Ce qui fait réellement la différence
Après des années à observer ces dossiers, une réalité s’impose : les victimes qui obtiennent réparation ne sont pas nécessairement celles qui ont subi le préjudice le plus grave. Ce sont celles qui ont agi vite, qui ont tout documenté, et qui n’ont pas mis tous leurs œufs dans le même panier juridique.
La vitesse compte. En matière d’escroquerie, les entreprises frauduleuses ont tendance à vider leurs comptes bancaires rapidement. Plus vous tardez, moins il y a d’actifs à saisir. Un recours lancé six mois après les faits vaut souvent beaucoup moins qu’un recours lancé dans les premières semaines.
La documentation compte. Un échange WhatsApp où le commercial vous promet « 150 % de votre consommation couverte » est une preuve. Une photo montrant que les câbles ont été posés à l’envers est une preuve. Conservez tout, même ce qui vous semble anodin.
Et la persévérance compte plus que tout. Un classement sans suite n’est pas une fin. Un devis refusé par votre assurance n’est pas une fin. L’arsenal juridique disponible en 2026 est réel et solide. Il faut simplement savoir l’utiliser dans le bon ordre, au bon endroit, avec les bons mots.
Vous avez été trompé. Mais vous n’êtes pas sans recours.
Questions fréquentes
Combien de temps ai-je pour porter plainte après une arnaque photovoltaïque ?
En matière d’escroquerie, le délai de prescription est de 6 ans à compter du jour où vous avez eu connaissance des faits. Pour les vices cachés ou les malfaçons relevant du droit civil, les délais varient selon le type de recours (2 ans pour la garantie légale de conformité, 10 ans pour la garantie décennale si l’installateur y est soumis). Ne tardez pas : agir rapidement préserve les preuves et les actifs de l’entreprise frauduleuse.
Est-ce que je peux signaler une arnaque photovoltaïque en ligne sans me déplacer ?
Oui. Le signalement à la DGCCRF se fait entièrement en ligne via la plateforme SignalConso (signal.conso.gouv.fr), sans déplacement et sans frais. En revanche, la plainte pénale nécessite en principe une présentation en gendarmerie, en commissariat, ou l’envoi d’un courrier recommandé au Procureur de la République. Depuis 2025, certains commissariats acceptent également les préplaintes en ligne via le portail pré-plainte.fr, mais un rendez-vous de confirmation reste obligatoire.

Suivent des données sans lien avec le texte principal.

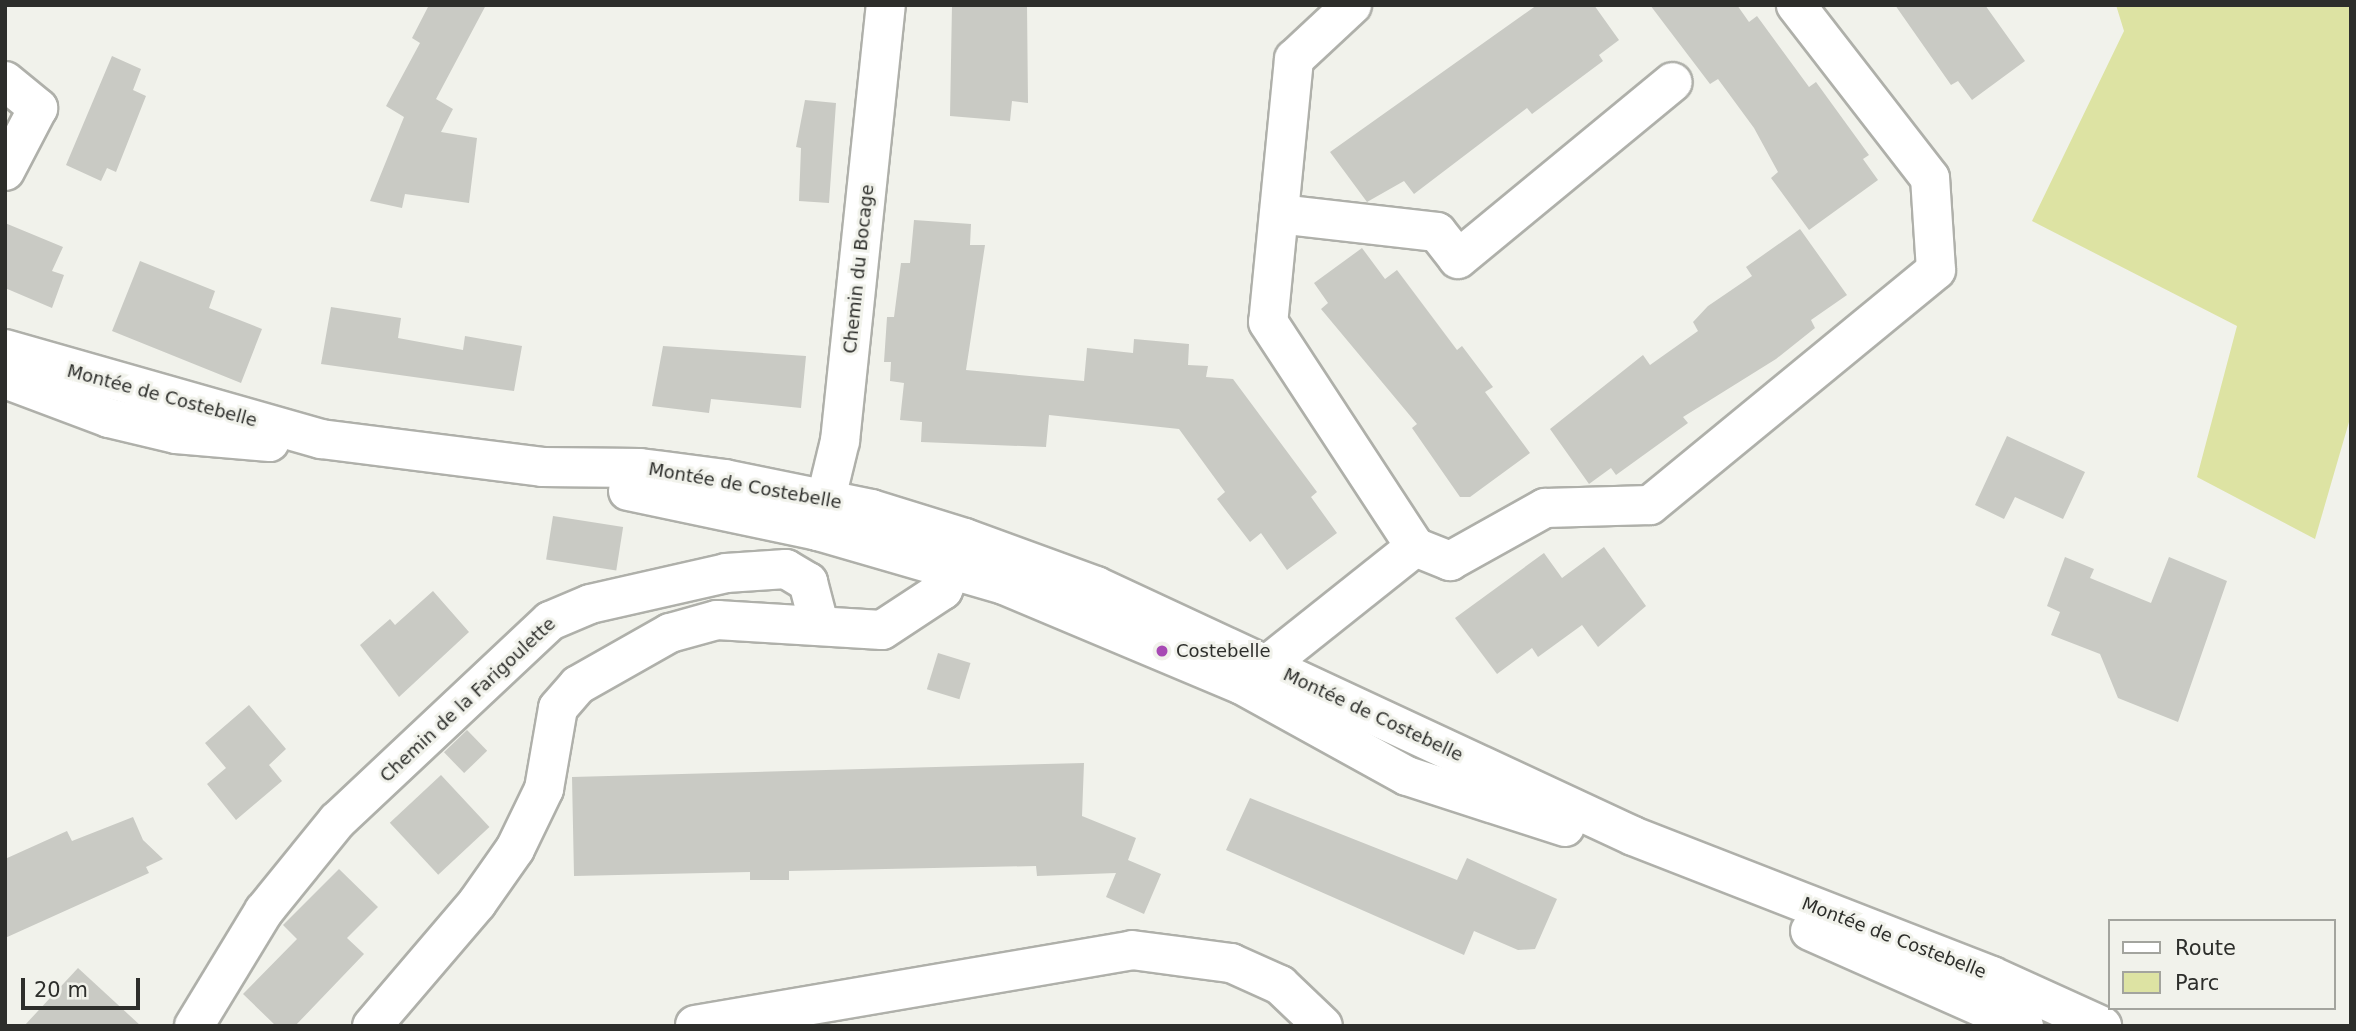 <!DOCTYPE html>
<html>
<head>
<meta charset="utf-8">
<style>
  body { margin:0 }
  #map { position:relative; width:2356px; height:1031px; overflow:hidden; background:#f1f2eb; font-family:"DejaVu Sans",sans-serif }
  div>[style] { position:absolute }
  .green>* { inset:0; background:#dde3a3 }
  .building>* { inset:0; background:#c9cac4; transform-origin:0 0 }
  .roads { filter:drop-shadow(2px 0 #afb0aa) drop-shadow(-2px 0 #afb0aa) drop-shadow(0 2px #afb0aa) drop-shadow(0 -2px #afb0aa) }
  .minor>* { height:38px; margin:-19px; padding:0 19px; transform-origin:19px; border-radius:19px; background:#fff }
  .secondary>* { height:38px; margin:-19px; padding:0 19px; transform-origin:19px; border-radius:19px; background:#fff }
  .dots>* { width:19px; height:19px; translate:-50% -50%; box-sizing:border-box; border:4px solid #f1f2eb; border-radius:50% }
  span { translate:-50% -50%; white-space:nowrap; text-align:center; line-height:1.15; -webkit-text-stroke:6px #f1f2eb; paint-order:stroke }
  .street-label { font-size:18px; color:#2d2e2b }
  .poi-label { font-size:18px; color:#2d2e2b }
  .left { translate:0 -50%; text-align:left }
  .frame { position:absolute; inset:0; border:7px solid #2d2e2b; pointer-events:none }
  .legend { position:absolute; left:2108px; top:919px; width:228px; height:91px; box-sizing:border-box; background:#f1f2eb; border:2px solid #a3a49e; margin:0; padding:9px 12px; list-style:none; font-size:21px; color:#2d2e2b }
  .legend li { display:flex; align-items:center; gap:14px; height:35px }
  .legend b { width:35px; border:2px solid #a3a49e }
  .scale { position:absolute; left:21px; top:978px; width:119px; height:32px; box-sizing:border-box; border:4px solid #2d2e2b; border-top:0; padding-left:9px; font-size:21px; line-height:24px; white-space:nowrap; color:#2d2e2b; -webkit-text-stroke:5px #f1f2eb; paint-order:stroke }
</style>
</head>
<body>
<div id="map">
  <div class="green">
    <i style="clip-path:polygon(2116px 5px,2351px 5px,2351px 415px,2315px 539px,2197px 477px,2237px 326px,2032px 221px,2124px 31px)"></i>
  </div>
  <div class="building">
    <i style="clip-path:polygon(429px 5px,486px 5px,436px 99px,453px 109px,441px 132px,477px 138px,469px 203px,405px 194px,402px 208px,370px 201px,404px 117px,386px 106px,420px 43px,412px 38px)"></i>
    <i style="clip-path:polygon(952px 5px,1027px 5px,1028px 103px,1012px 101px,1010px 121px,950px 116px)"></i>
    <i style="clip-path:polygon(1537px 5px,1594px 5px,1619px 40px,1599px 55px,1603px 61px,1532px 114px,1527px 108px,1414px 194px,1404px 181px,1367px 202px,1330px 152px)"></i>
    <i style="clip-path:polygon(1650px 5px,1737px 5px,1749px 22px,1757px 16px,1809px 87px,1816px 82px,1869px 155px,1863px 159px,1878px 180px,1809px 230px,1771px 178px,1778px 172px,1754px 128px,1718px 79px,1710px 84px)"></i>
    <i style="clip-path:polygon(1895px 5px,1985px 5px,2025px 61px,1972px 100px,1958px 81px,1951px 85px)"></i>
    <i style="clip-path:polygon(112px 56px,141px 69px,133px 90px,146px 96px,116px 172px,107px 168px,101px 181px,66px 165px)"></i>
    <i style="clip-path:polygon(805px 100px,836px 103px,829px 203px,799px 201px,801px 148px,796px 147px)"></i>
    <i style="clip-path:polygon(914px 220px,971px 224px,970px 245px,985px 245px,966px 370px,1084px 381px,1087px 348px,1133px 353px,1134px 339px,1189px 344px,1188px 365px,1208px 366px,1206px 377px,1233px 379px,1317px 492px,1311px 497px,1337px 533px,1287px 570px,1261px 533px,1250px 542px,1217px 499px,1225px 492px,1179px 429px,1049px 415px,1046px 447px,921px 442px,922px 422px,900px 420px,904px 383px,890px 381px,891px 362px,884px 362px,887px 317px,894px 317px,901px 263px,910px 263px)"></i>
    <i style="clip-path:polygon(5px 223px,63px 247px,52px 271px,64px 275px,52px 308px,5px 288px)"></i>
    <i style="clip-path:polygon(1800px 229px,1847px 295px,1811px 320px,1815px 328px,1776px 359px,1683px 417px,1688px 423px,1616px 475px,1611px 468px,1589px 484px,1550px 429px,1643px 355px,1650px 365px,1698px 331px,1693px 322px,1708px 306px,1752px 276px,1746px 267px)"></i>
    <i style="clip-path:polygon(1362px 248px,1385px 279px,1397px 270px,1457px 350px,1462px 346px,1493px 387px,1485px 392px,1530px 453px,1470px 497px,1460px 497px,1412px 428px,1417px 424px,1321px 309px,1328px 303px,1314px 283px)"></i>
    <i style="clip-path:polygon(140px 261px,215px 291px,209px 308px,262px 329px,241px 383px,112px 331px)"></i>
    <i style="clip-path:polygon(331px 307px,401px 318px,398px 338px,463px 350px,465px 336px,522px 346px,514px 391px,321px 364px)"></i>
    <i style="clip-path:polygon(663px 346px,806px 356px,801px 408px,711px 399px,709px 413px,652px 406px)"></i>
    <i style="clip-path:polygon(2007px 436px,2085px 472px,2063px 519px,2015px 497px,2004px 519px,1975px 505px)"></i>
    <i style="left:553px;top:516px;width:71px;height:44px;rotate:9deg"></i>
    <i style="clip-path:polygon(1604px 547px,1646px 606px,1598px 647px,1582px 625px,1538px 657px,1532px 648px,1497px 674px,1455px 618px,1544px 553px,1562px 578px)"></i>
    <i style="clip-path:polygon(2065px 557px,2094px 569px,2090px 578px,2151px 603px,2169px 557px,2227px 581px,2178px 722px,2118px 698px,2100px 654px,2051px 635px,2060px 612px,2047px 606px)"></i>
    <i style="clip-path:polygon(433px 591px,469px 632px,399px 697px,360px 645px,390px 619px,395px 625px)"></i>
    <i style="left:938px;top:653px;width:34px;height:38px;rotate:17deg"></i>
    <i style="clip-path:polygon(249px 705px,286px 749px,269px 765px,282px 781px,236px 820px,207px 784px,226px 768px,205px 743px)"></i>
    <i style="left:467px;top:730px;width:29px;height:32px;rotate:46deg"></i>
    <i style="clip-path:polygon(1084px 763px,1082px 816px,1136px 838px,1128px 860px,1161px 874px,1144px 914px,1106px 897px,1116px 873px,1037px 876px,1036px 866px,789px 871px,789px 880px,750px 880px,750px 872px,574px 876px,572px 777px)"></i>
    <i style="left:441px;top:775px;width:71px;height:70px;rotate:47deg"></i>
    <i style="clip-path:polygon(1250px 798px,1457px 880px,1467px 858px,1557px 899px,1535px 949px,1518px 950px,1474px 931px,1464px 955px,1226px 850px)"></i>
    <i style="clip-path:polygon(133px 817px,143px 840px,163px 859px,146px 867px,149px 873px,5px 938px,5px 859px,67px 831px,72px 841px)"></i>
    <i style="clip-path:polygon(339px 869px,378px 907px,347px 938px,364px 954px,295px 1026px,276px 1026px,243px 994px,297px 939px,283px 925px)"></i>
    <i style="clip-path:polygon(78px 968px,141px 1026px,24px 1026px)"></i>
  </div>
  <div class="roads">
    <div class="minor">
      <i style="left:1352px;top:5px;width:79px;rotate:137deg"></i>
      <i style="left:1294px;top:59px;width:264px;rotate:95.6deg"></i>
      <i style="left:1268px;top:322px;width:269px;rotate:56.8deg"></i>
      <i style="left:1415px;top:547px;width:38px;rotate:22deg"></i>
      <i style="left:1450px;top:561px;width:109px;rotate:-29.2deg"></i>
      <i style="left:1545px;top:508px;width:105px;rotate:-1.6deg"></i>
      <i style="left:1650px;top:505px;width:370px;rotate:-39.4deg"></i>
      <i style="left:1936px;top:270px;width:92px;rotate:-93.7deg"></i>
      <i style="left:1930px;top:178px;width:219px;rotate:-127.8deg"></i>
      <i style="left:5px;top:81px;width:43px;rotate:39.3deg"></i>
      <i style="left:38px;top:108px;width:71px;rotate:117.6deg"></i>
      <i style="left:1279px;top:214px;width:159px;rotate:6.5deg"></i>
      <i style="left:1437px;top:232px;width:34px;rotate:52deg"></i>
      <i style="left:1458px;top:259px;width:278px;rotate:-39.5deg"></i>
      <i style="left:818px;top:531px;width:93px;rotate:-76.3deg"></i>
      <i style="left:840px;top:441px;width:438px;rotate:-84deg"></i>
      <i style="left:1243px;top:684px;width:220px;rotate:-38.5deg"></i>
      <i style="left:695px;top:1025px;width:443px;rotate:-9.7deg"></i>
      <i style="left:1132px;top:950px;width:100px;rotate:7.5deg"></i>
      <i style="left:1231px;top:963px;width:54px;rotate:24.2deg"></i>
      <i style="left:1280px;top:985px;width:59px;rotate:43.6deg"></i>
      <i style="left:194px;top:1026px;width:135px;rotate:-58.7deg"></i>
      <i style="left:264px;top:911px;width:116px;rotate:-51deg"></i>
      <i style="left:337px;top:821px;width:292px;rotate:-43.2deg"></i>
      <i style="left:550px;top:621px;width:43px;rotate:-23deg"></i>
      <i style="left:590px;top:604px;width:139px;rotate:-12.8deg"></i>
      <i style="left:726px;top:573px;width:60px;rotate:-3.8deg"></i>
      <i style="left:786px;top:569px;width:26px;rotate:31deg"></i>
      <i style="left:808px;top:582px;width:43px;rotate:75.3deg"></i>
      <i style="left:372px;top:1026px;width:162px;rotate:-49.5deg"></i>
      <i style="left:477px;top:903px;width:66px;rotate:-54.9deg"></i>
      <i style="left:515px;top:849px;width:67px;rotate:-64.2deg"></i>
      <i style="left:544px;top:789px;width:82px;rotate:-80.2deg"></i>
      <i style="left:558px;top:708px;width:30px;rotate:-49deg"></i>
      <i style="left:578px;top:685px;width:106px;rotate:-29.5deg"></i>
      <i style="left:670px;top:633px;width:49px;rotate:-15.5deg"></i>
      <i style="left:717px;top:620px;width:165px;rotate:3.5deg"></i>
      <i style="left:882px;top:630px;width:73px;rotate:-33.3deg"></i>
      <i style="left:943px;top:590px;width:53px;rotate:-66.8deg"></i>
    </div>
    <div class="secondary">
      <i style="left:5px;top:349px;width:329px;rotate:15.9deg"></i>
      <i style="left:321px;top:439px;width:223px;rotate:7.2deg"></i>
      <i style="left:542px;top:467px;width:98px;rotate:0.6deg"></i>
      <i style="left:640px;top:468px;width:86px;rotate:7.4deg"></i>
      <i style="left:725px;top:479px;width:149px;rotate:11.6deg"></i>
      <i style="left:871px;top:509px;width:98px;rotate:17.1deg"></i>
      <i style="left:965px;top:538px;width:140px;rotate:20.1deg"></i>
      <i style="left:1096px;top:586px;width:592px;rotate:24.96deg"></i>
      <i style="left:1633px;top:836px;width:385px;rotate:21.3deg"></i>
      <i style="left:1992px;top:976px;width:121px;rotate:24.4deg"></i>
      <i style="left:5px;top:379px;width:111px;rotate:20.6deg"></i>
      <i style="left:109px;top:418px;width:69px;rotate:13.4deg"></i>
      <i style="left:176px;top:434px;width:94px;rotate:4.9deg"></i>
      <i style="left:628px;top:491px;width:194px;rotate:11.9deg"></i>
      <i style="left:818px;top:531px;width:194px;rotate:16.2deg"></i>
      <i style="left:1004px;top:585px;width:258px;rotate:22.8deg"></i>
      <i style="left:1242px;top:685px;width:188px;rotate:28.9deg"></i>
      <i style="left:1407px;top:776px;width:166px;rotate:17.9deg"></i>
      <i style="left:1810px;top:931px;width:234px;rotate:23.9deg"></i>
    </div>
  </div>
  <div class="dots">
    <i style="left:1162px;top:651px;background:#a74ab4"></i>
  </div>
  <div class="street-label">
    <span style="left:859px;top:269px;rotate:-84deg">Chemin du Bocage</span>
    <span style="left:162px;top:396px;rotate:15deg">Montée de Costebelle</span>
    <span style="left:745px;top:486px;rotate:10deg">Montée de Costebelle</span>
    <span style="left:468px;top:700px;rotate:-43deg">Chemin de la Farigoulette</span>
    <span style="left:1373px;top:715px;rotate:25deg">Montée de Costebelle</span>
    <span style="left:1894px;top:938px;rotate:21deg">Montée de Costebelle</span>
  </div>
  <div class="poi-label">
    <span class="left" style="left:1176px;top:651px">Costebelle</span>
  </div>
  <div class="frame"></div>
  <ul class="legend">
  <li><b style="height:9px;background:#fff"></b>Route</li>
  <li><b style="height:19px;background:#dde3a3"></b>Parc</li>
  </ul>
  <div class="scale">20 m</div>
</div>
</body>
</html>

L’installateur a déposé le bilan. Est-ce que ma plainte sert encore à quelque chose ?
Oui, et à plusieurs titres. D’abord, la plainte pénale peut cibler les dirigeants personnellement, même si la société est en liquidation. Ensuite, si vous avez souscrit un crédit affecté, l’établissement prêteur reste solidairement tenu de nombreuses obligations même si l’installateur a disparu. Enfin, déclarer votre créance au mandataire judiciaire dans les délais légaux vous permet de participer au plan de remboursement des créanciers, aussi symbolique que cela puisse sembler.
Ai-je besoin d’un avocat pour porter plainte ?
Non, pas pour déposer une plainte pénale ou un signalement DGCCRF. Ces démarches sont accessibles à tout citoyen sans représentation juridique. En revanche, dès que le dossier devient complexe (constitution de partie civile, action civile en réparation, litige avec l’organisme de crédit), l’accompagnement d’un avocat spécialisé en droit de la consommation fait une vraie différence. Vérifiez d’abord votre contrat d’assurance habitation : la garantie protection juridique couvre souvent ces frais.
Que faire si la gendarmerie refuse de prendre ma plainte ?
C’est illégal. Toute personne qui se dit victime d’une infraction pénale a le droit de faire enregistrer sa plainte. Si un agent refuse, demandez à parler au responsable et invoquez l’article 15-3 du Code de procédure pénale, qui oblige les forces de l’ordre à recevoir les plaintes. En dernier recours, envoyez votre plainte directement par courrier recommandé au Procureur de la République : cette voie est toujours ouverte et produit les mêmes effets juridiques.